次からは新NISA制度の重要ポイントを解説していきます。
2024年から始まる新NISA制度のポイント
ここからは、新NISA制度について重要な5つのポイントを順番に解説していきます。
年間の投資上限額の引き上げ
現行の「旧NISA制度」での年間投資上限額は、一般NISAを選んだ場合は120万円、つみたてNISAを選んだ場合は40万円でした。
「新NISA制度」ではこれが360万円と大幅に拡大します。
しかし、「新NISA」では年間投資上限額360万円に対して、株式だけで年間投資上限額360万円まで買付けはできません。
360万のうち、現行の一般NISAに当たる「成長投資枠」が年間240万円まで、つみたてNISAに当たる「つみたて投資枠」が年間120万円までとなります。
つまり、株式投資へは240万円まで、残り120万円は投資信託などでつみたて運用をします。
現行の「旧NISA制度」でつみたてNISAを利用している人は、毎月およそ33333円を積み立てると年間投資上限額である40万円を使える計算です。
それが新NISA制度では、毎月10万円まで積み立てが可能。
投資額が今までの積み立て額の3倍となり、そのぶん非課税枠も増えるので、さらに節税効果が期待できるようになりました。長期で資産形成をするのに大きなメリットとなるでしょう。
制度の永続化
「旧NISA」は2023年までで制度が終了。「つみたてNISA」の場合は2042年までで終了と期間が定められていました。
しかし、「新NISA」ではこの制度が永続化されるので、自身の投資したいタイミングで始められます。

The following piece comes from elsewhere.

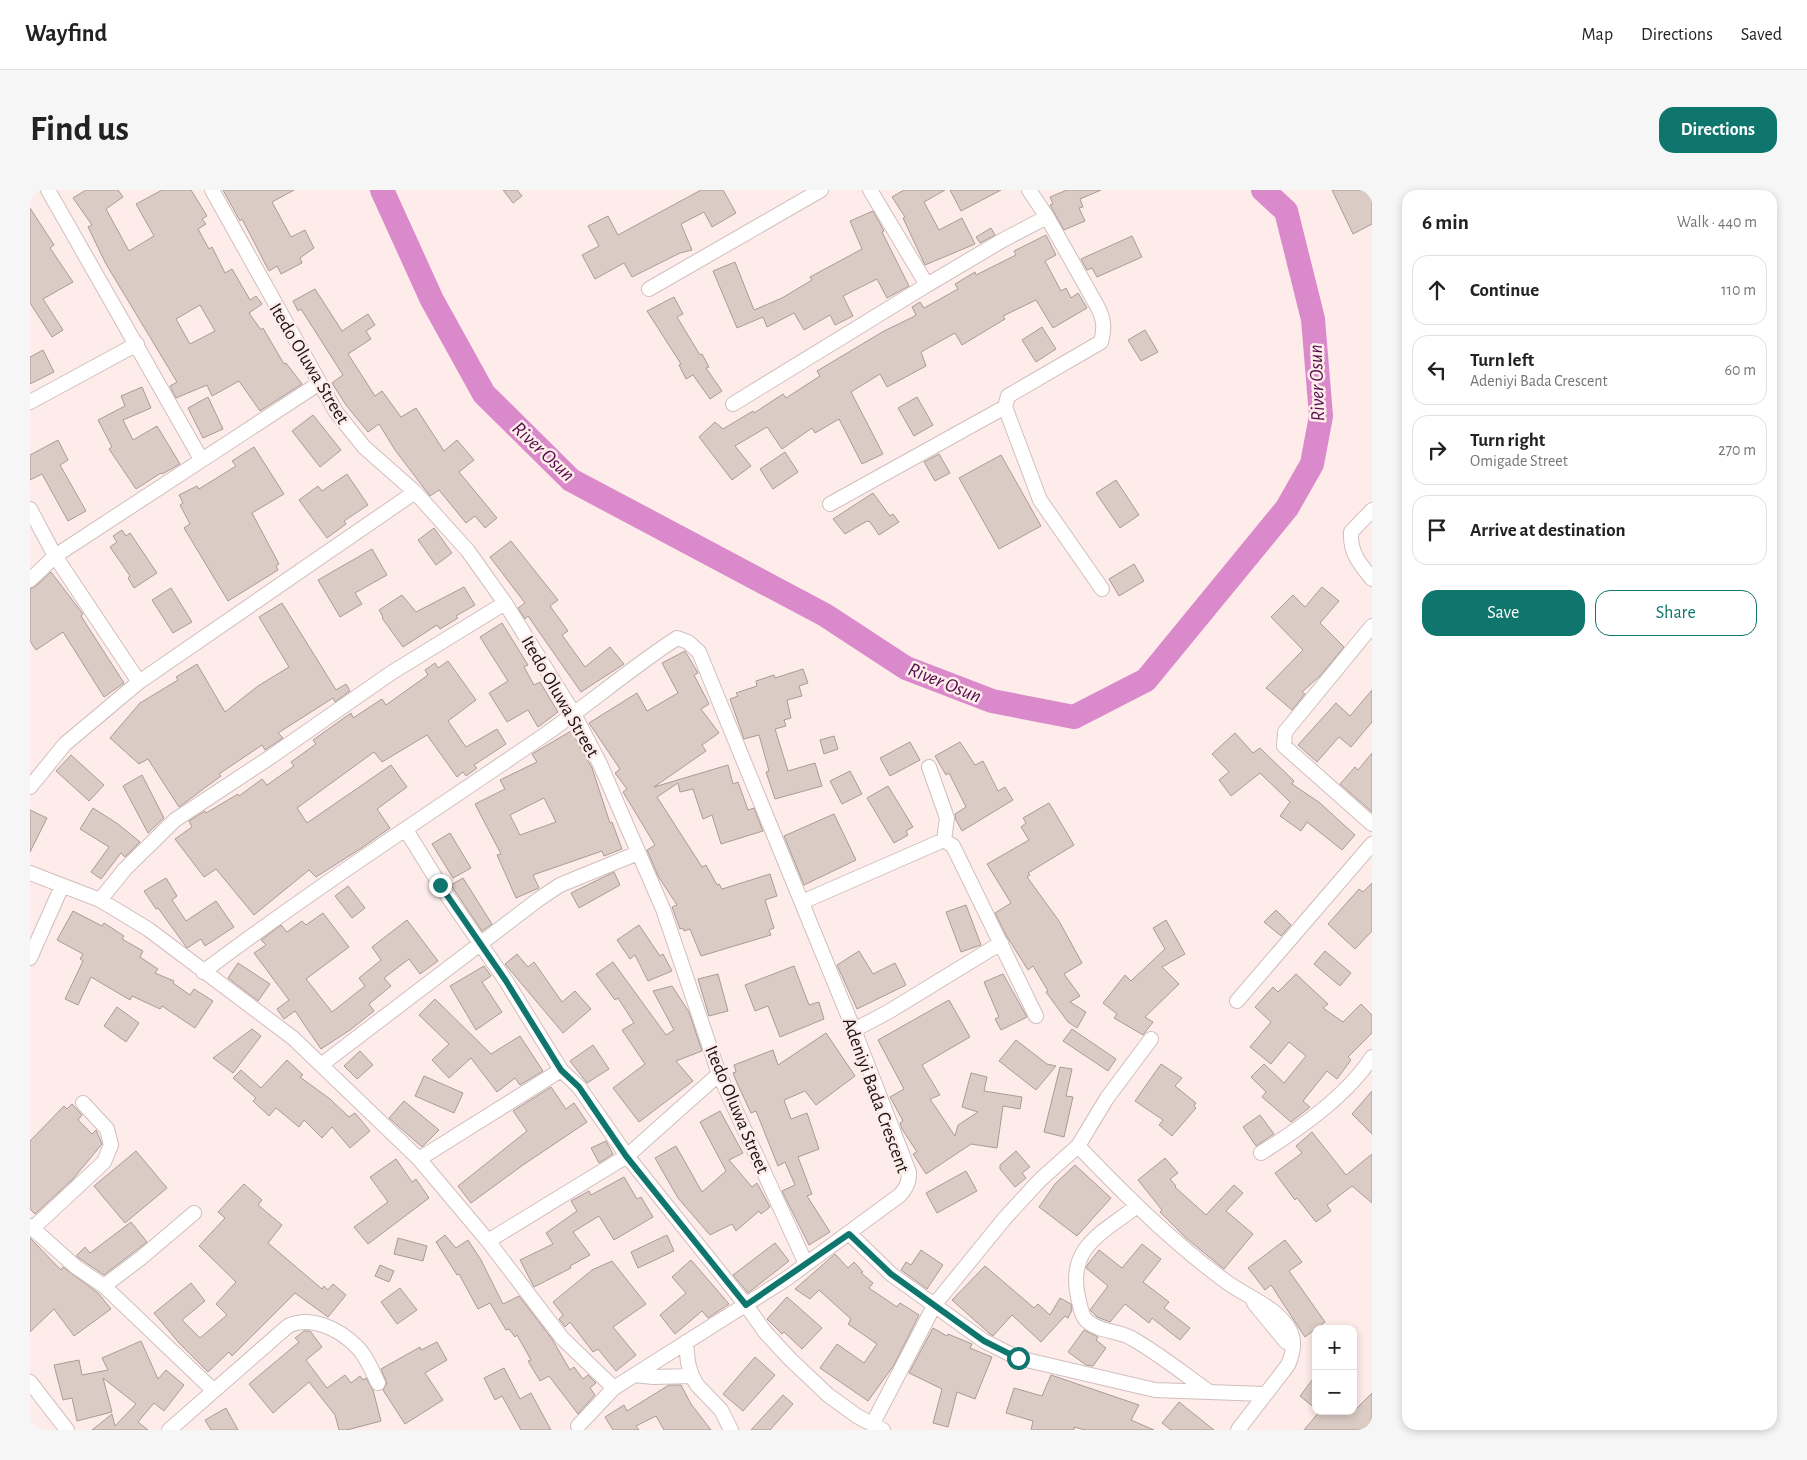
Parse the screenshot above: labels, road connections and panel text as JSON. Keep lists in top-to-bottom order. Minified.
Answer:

例えば、現在は育児や介護などで投資に回せる資金や時間がない人でも、制度の永続化により「新NISA」の利用開始時期を気にしないでよくなりました。
また、株式市場が下落局面で、あまり投資をしたくない期間もあるでしょう。
「新NISA」ではこのような場合も、落ち着いて株式市場が上昇局面に変わるタイミングまで取引を中断することが可能。
非課税期間が無期限
新NISAでは、非課税期間が無期限になります。
つまり、保有してから何年経過しても、非課税で運用が可能です。
通常、「旧NISA」の場合、非課税期間の5年を経過した後は売却して換金するか、保有を継続する場合は、ロールオーバーの手続きが必要でした。
ロールオーバーの制度を利用しても、非課税期間は最高で10年です。
「つみたてNISA」の場合、非課税期間である20年経過後は売却して換金するか、特定口座などに移管して保有を続けるかのどちらかです。
つまり、新NISAで最高限度額1800万円を投資している場合、そこから得られる利益は無期限で非課税となります。もし、年利(リターン)4%の場合で運用していれば、毎年72万円が非課税で受け取れます。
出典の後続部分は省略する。